Reaction to Janus Case
ILR faculty members responded to the media and others with perspective on today’s 5-4 Supreme Court decision that government employees who are not members of the union that represents them cannot be required to pay a fee to cover the union’s costs to negotiate a contract that applies to all employees.
In a statement, Professors Harry Katz and Alex Colvin, both of the Scheinman Institute on Conflict Resolution, said, “Although public sector union leaders are understandably fearful that massive declines in union membership will follow, we’re not convinced that necessarily will be the case. Union members are often motivated to pay dues to a union for reasons beyond a simple calculation of the narrow costs and benefits of doing so. Research shows that a sizeable majority of union members think highly of the representation they receive from their union and individuals also often support unions for a complex array of reasons.”
“Whether public sector union membership will decline post Janus also will depend on whether unions find ways to mobilize their members and demonstrate all the helpful things they do for workers. We know that some unions already have begun efforts to better explain how they improve workers lives. They are also taking steps in anticipation of a negative Janus decision to trim their staffs of paid union officers and instead hand over to members more direct responsibility for union activities like bargaining and grievance handling. Ironically, the Janus decision could spur a healthy revitalization of unions and make them even more democratic.”
Professor Ileen A. DeVault, academic director of The Worker Institute at Cornell, said, “In the short run, the impact of this ruling will fall on unions representing government workers. These unions face further reductions in their incomes.”
“These reductions will mean that they will not have the resources available to best represent their members, the majority of which are women and people of color. The benefits government workers have seen from collective bargaining, including higher wages, safer working conditions, fair health insurance policies and retirement packages and much more, are now under direct attack.”
“In the longer run, the Janus decision will decrease the union representation of public sector workers. Over the past four decades, the decline of private sector union representation has been mirrored in growing income inequality in the United States. As public sector union representation declines, that inequality, already at historic levels, will increase dramatically.”

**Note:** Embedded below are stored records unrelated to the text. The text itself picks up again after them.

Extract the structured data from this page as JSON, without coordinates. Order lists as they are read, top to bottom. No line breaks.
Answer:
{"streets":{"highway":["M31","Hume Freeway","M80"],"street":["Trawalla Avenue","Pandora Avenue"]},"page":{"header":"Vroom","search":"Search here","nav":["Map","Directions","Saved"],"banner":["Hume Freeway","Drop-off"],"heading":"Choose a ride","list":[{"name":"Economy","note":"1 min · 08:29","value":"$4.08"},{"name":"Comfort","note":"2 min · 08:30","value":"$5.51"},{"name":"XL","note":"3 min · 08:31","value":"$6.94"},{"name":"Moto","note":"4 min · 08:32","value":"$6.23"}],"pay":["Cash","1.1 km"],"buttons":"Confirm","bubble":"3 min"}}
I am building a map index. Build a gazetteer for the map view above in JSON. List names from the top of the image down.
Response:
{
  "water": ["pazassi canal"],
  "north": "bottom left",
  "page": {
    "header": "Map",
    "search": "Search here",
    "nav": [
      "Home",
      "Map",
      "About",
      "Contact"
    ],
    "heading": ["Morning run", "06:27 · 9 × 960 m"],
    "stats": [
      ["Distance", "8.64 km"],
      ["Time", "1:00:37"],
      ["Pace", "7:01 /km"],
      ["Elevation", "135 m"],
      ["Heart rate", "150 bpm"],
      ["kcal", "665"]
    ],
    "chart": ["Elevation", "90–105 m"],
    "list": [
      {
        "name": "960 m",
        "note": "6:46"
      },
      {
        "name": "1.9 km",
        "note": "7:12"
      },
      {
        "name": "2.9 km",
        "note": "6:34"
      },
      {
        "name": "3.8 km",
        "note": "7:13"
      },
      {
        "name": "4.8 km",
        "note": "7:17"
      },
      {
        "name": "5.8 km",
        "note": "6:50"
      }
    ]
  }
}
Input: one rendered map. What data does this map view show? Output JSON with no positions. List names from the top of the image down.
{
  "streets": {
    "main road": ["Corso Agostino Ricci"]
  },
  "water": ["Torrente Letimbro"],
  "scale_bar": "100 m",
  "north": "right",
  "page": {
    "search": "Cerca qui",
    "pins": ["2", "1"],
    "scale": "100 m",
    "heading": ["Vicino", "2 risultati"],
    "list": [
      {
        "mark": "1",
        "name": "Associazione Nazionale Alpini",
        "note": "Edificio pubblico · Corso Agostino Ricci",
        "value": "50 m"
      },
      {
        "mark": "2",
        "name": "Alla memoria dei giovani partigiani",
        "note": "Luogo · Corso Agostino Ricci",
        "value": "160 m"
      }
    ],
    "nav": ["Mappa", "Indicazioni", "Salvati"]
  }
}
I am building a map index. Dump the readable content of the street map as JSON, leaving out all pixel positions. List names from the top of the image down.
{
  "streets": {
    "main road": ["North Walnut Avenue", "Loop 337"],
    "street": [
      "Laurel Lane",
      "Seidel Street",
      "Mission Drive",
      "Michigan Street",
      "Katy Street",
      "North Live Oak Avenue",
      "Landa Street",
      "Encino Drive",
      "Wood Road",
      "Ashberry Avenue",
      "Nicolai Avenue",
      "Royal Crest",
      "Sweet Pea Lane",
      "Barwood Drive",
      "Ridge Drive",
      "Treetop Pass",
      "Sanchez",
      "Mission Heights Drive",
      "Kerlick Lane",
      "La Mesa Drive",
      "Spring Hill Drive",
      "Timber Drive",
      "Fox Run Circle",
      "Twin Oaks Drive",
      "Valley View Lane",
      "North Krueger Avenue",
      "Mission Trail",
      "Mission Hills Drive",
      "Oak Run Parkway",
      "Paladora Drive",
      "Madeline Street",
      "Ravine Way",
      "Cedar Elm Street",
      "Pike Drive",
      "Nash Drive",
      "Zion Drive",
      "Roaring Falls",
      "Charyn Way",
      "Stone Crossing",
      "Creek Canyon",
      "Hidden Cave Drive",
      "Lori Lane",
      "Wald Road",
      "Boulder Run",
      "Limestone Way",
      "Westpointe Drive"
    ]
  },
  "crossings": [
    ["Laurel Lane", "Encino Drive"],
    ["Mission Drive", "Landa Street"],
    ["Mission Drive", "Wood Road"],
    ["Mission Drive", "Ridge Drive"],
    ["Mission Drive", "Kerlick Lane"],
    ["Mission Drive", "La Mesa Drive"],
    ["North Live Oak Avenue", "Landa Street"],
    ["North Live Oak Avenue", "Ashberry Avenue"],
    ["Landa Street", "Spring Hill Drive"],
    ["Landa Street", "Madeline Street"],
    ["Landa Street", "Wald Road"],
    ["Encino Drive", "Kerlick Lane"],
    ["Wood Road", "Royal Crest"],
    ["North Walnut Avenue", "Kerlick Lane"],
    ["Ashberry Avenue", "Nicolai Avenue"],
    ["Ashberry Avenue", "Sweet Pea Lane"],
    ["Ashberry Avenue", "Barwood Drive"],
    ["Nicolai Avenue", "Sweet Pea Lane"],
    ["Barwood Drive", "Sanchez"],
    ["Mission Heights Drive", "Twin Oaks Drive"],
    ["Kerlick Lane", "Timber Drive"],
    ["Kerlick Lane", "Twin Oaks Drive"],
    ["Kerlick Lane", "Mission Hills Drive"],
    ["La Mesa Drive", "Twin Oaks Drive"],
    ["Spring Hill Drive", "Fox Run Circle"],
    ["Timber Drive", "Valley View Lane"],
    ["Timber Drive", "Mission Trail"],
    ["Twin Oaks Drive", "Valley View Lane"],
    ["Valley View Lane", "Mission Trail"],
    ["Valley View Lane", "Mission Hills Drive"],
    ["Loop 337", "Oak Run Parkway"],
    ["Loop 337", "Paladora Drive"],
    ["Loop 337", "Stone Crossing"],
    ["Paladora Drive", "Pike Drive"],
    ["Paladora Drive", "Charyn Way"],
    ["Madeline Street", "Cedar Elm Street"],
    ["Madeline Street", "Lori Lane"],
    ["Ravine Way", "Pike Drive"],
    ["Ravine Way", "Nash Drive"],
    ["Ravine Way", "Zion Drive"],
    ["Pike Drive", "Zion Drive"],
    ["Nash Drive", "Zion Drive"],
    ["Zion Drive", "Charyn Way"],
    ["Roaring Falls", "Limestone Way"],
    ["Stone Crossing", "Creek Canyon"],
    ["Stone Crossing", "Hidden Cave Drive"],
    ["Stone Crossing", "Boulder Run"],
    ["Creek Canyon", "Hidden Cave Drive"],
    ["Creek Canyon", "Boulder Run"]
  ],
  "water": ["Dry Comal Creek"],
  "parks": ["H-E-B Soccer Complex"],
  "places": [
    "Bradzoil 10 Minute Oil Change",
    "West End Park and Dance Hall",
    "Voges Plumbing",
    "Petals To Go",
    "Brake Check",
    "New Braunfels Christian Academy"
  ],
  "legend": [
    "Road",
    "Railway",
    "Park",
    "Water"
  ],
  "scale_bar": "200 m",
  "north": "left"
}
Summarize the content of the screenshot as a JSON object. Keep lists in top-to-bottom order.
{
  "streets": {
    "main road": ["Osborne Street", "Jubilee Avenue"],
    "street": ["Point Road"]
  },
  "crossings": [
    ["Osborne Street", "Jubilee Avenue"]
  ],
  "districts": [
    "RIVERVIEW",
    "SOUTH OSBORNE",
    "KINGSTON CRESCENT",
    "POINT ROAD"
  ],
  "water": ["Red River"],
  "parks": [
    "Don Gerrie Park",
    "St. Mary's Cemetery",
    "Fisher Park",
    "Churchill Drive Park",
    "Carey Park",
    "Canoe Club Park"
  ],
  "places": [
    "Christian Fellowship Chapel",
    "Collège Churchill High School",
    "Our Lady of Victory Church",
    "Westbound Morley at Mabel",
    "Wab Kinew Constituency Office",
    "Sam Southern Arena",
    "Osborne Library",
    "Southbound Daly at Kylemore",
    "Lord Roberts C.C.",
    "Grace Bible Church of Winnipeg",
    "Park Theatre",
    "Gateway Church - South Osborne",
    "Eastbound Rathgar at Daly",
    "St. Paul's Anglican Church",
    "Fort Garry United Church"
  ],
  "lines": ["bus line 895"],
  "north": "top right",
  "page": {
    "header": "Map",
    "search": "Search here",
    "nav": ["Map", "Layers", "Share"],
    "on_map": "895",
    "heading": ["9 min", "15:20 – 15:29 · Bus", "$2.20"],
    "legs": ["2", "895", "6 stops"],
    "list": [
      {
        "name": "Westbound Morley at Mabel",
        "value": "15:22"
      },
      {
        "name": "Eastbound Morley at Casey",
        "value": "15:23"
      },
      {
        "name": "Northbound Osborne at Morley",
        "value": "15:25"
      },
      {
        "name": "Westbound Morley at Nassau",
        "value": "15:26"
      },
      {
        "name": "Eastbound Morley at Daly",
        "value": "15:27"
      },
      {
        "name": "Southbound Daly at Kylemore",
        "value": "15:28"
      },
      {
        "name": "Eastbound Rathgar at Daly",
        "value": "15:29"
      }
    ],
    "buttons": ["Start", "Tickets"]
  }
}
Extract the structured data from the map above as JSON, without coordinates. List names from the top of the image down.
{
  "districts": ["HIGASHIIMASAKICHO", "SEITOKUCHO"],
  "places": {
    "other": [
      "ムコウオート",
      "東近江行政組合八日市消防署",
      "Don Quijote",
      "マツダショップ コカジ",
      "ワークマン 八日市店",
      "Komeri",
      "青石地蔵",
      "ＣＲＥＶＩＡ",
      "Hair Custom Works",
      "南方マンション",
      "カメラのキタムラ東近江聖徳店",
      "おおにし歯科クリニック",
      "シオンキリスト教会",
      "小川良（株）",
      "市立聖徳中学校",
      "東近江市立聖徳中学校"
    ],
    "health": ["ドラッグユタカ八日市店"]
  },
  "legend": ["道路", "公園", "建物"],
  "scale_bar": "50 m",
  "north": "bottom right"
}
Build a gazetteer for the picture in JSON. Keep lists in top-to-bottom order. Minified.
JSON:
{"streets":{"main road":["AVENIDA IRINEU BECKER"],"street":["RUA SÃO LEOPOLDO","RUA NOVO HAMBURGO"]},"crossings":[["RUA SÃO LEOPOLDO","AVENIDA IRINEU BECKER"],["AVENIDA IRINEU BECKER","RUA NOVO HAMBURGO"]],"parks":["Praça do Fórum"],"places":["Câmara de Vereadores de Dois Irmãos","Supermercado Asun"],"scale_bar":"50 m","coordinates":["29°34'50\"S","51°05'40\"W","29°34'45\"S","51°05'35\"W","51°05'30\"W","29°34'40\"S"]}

Law practitioner Lee H. Adler, who lectures at ILR on public sector labor law, said, “U.S. trade unions have received harsh treatment from U.S. courts since America’s inception. In the early 1800s, unions were outlawed as criminal conspiracies. They were consistently treated as illegal over the next 130 years until the passage of the National Labor Relations Act in 1935.”
“Public sector trade unionists had to wait until 1967 to receive the courts’ constitutional blessing that they had the right as trade unionists to associate in public workplaces, and, again, as their power surged, the U.S. Supreme Court began to dismantle their effort to collect dues from their members resulting in the Janus decision today. Unions have learned how to deal with these setbacks and will do so again.”
In an op-ed published today by “The Hill,” Lara Skinner, associate director of The Worker Institute at Cornell, says unions can use the Janus decision “as an organizing opportunity to talk to their members and the public about the importance of unions in the workplace and society.”